• [WHAT YOU WILL DO] Report each line of the data that contains the string "function".

Stored items:
=====
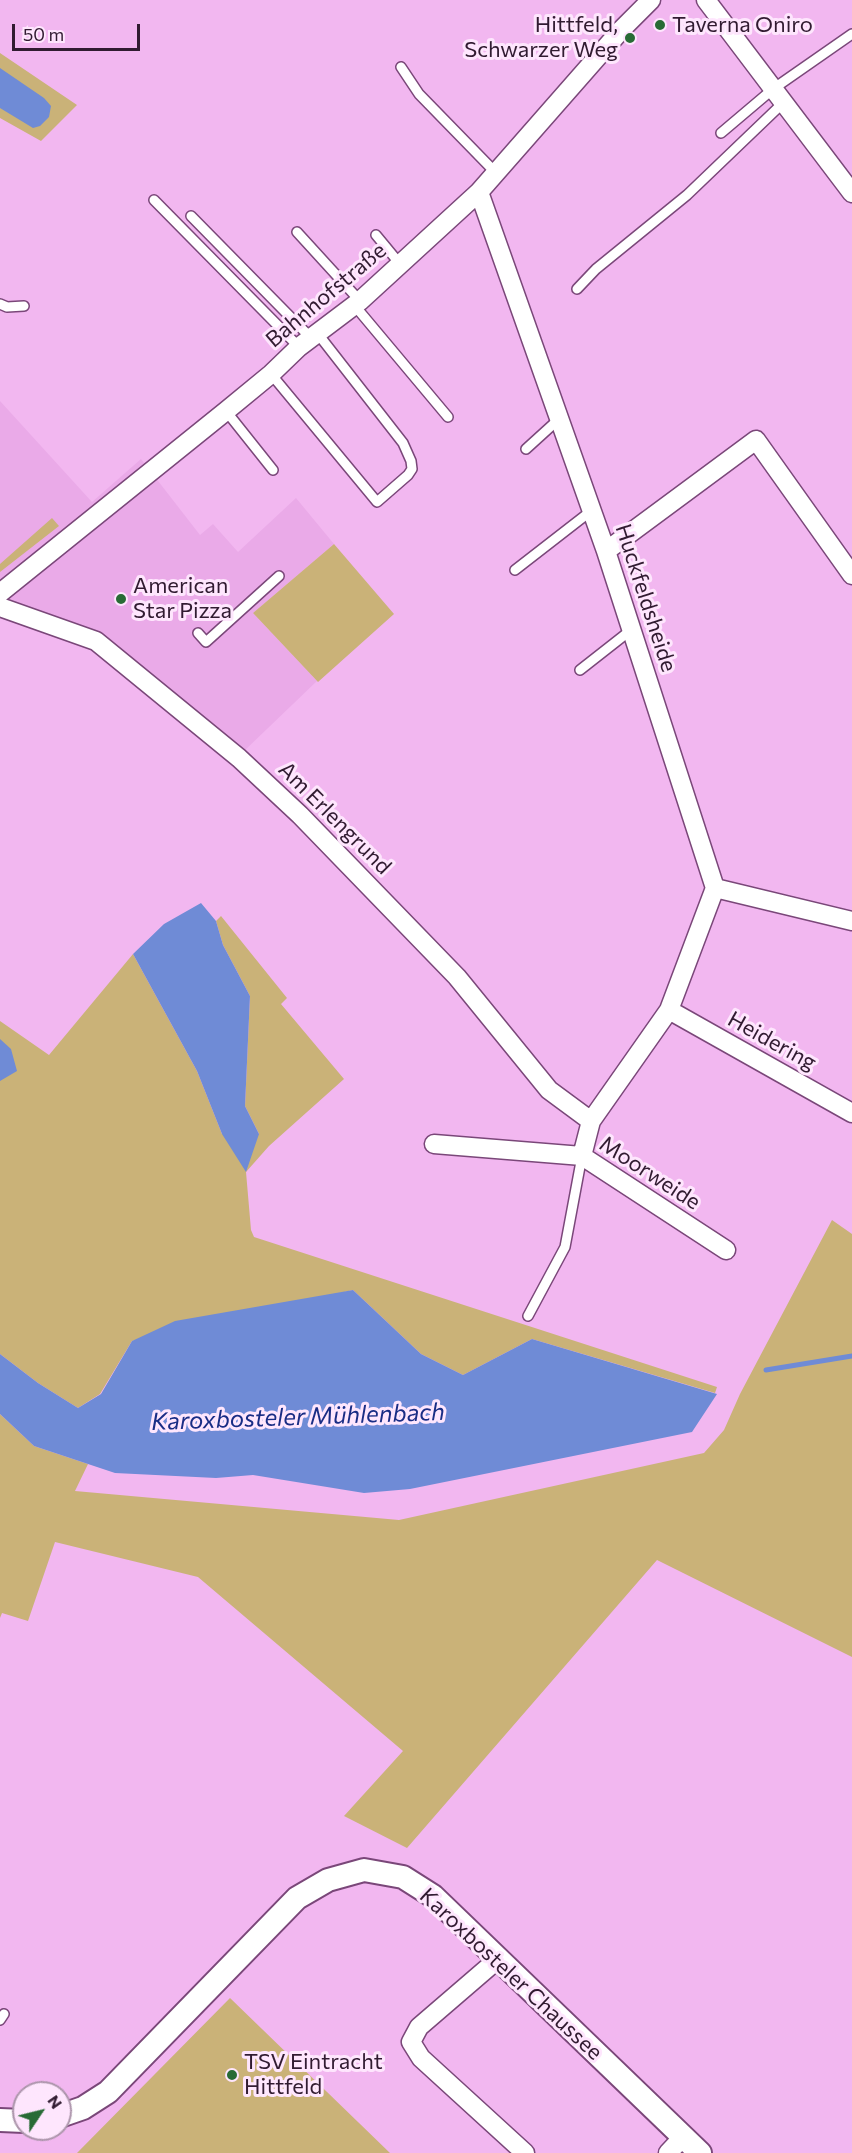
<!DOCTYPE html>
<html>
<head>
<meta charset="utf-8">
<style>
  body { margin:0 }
  #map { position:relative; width:852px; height:2153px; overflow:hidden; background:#f2b7f0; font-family:Commissioner,sans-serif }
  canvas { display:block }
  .north { position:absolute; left:12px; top:2081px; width:60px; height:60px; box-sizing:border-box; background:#fee6fd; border:2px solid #ac95ab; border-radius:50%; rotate:55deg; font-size:16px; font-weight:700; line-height:24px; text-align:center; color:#311b31 }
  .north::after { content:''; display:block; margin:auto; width:21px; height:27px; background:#286b35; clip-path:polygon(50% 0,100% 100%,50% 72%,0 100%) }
  .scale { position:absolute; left:12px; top:24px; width:128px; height:27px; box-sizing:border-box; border:3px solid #311b31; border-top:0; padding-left:8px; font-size:18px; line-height:21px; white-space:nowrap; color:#311b31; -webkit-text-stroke:4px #fee6fd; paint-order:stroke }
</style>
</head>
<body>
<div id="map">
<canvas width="852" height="2153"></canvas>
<div class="north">N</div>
<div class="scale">50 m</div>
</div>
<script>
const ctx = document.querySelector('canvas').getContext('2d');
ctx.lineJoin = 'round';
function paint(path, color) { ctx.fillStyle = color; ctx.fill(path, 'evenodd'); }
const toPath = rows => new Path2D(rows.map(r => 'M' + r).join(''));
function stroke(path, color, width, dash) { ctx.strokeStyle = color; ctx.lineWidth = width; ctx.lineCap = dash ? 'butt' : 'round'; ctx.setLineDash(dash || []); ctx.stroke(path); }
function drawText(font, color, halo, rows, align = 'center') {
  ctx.font = font + ' Commissioner,sans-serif'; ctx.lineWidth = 6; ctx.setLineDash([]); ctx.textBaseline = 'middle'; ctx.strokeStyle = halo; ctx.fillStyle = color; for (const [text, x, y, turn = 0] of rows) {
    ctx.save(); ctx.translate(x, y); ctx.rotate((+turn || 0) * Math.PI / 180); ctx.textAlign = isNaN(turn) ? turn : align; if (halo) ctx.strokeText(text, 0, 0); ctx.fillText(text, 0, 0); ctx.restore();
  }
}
const built = toPath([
  [0,401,92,502,141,459,200,535,213,524,238,552,296,498,334,544,253,613,317,681,243,752,99,635,0,601]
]);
const green = toPath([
  [0,53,77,105,41,141,0,118],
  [52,518,59,526,0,572,0,564],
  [334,544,394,614,318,682,253,613],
  [221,916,287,998,281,1004,344,1079,269,1146,246,1172,251,1230,254,1237,717,1387,715,1393,532,1339,463,1375,421,1354,353,1290,132,1341,100,1394,78,1408,38,1383,0,1354,0,1021,49,1055,133,954,197,1071,222,1134,259,1134,245,1106,250,996,223,945,216,921],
  [832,1220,852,1234,852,1657,657,1560,407,1848,344,1816,403,1751,198,1577,55,1542,28,1621,2,1613,0,1618,0,1414,34,1446,88,1464,75,1491,399,1520,704,1453,724,1430,740,1394],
  [230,1998,390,2153,77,2153]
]);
const water = toPath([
  [0,68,44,98,51,106,49,117,40,126,33,128,0,108],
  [201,903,216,921,223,945,250,996,245,1106,259,1134,246,1172,222,1134,197,1071,133,954,164,924],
  [0,1039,11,1049,17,1071,0,1081],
  [353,1290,421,1354,463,1375,532,1339,717,1394,692,1432,410,1489,364,1493,253,1475,216,1478,115,1473,34,1446,0,1414,0,1354,38,1383,78,1408,101,1394,132,1341,175,1321]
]);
const stream = toPath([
  [766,1370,852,1356]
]);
const service = toPath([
  [401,67,419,94,496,173],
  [721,133,773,89,852,34],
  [154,200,299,347],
  [191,216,311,338],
  [297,232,360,301],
  [376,235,400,264],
  [577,289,596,269,687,195,783,103],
  [0,304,7,307,24,306],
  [355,306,448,417],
  [271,374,377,502,408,475,412,469,411,461,403,443,318,334],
  [226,411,273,470],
  [526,449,559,419],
  [515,570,591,511],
  [198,633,206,642,279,576],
  [580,670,631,630],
  [528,1316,565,1247,582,1156],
  [0,2020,4,2014]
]);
const minor = toPath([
  [706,0,852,193],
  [479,192,606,551,715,888],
  [606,551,756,440,852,575],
  [0,593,226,411,271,374,299,347,360,301,479,192,622,29,651,0],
  [0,607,96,641,239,758,300,815,457,977,549,1090,591,1121],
  [715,888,852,921],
  [669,1010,852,1113],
  [434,1144,582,1156,726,1250],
  [582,1156,591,1121,669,1010,715,888],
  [498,1959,419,2027,411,2042,421,2058,525,2153],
  [668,2153,683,2137]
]);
const tertiary = toPath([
  [60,2116,83,2108,108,2092,297,1898,328,1880,364,1870,403,1877,433,1896,700,2153],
  [0,2120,24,2121]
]);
const markers = [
  [660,25,6,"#286b35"],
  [630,38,6,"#286b35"],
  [121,599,6,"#286b35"],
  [232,2075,6,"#286b35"]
];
const poiNames = [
  ["Hittfeld,",618,25,"right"],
  ["Schwarzer Weg",618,50,"right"],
  ["Taverna Oniro",672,25],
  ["American",133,586],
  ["Star Pizza",133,611],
  ["TSV Eintracht",244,2062],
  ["Hittfeld",244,2087]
];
const streetNames = [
  ["Bahnhofstraße",326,295,-40],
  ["Huckfeldsheide",646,598,72],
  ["Am Erlengrund",335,818,45],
  ["Heidering",772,1041,29],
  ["Moorweide",650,1173,33],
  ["Karoxbosteler Chaussee",511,1974,43]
];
const waterNames = [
  ["Karoxbosteler Mühlenbach",298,1417,-2]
];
paint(built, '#eaaae8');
paint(green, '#cab278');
paint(water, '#6f8bd6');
stroke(stream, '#6f8bd6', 5);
stroke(service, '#7a4779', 12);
stroke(minor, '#7a4779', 21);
stroke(tertiary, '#7a4779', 26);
stroke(service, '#fff', 9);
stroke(minor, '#fff', 18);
stroke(tertiary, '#fff', 22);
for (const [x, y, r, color] of markers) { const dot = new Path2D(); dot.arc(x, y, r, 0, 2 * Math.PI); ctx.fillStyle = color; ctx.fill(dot); stroke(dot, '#fee6fd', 2); }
drawText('22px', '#311b31', '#fee6fd', poiNames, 'left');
drawText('22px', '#311b31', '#fee6fd', streetNames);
drawText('italic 24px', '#192d85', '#fee6fd', waterNames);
</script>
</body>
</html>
=====
• [SOLUTION TO THE EXERCISE]
function paint(path, color) { ctx.fillStyle = color; ctx.fill(path, 'evenodd'); }
function stroke(path, color, width, dash) { ctx.strokeStyle = color; ctx.lineWidth = width; ctx.lineCap = dash ? 'butt' : 'round'; ctx.setLineDash(dash || []); ctx.stroke(path); }
function drawText(font, color, halo, rows, align = 'center') {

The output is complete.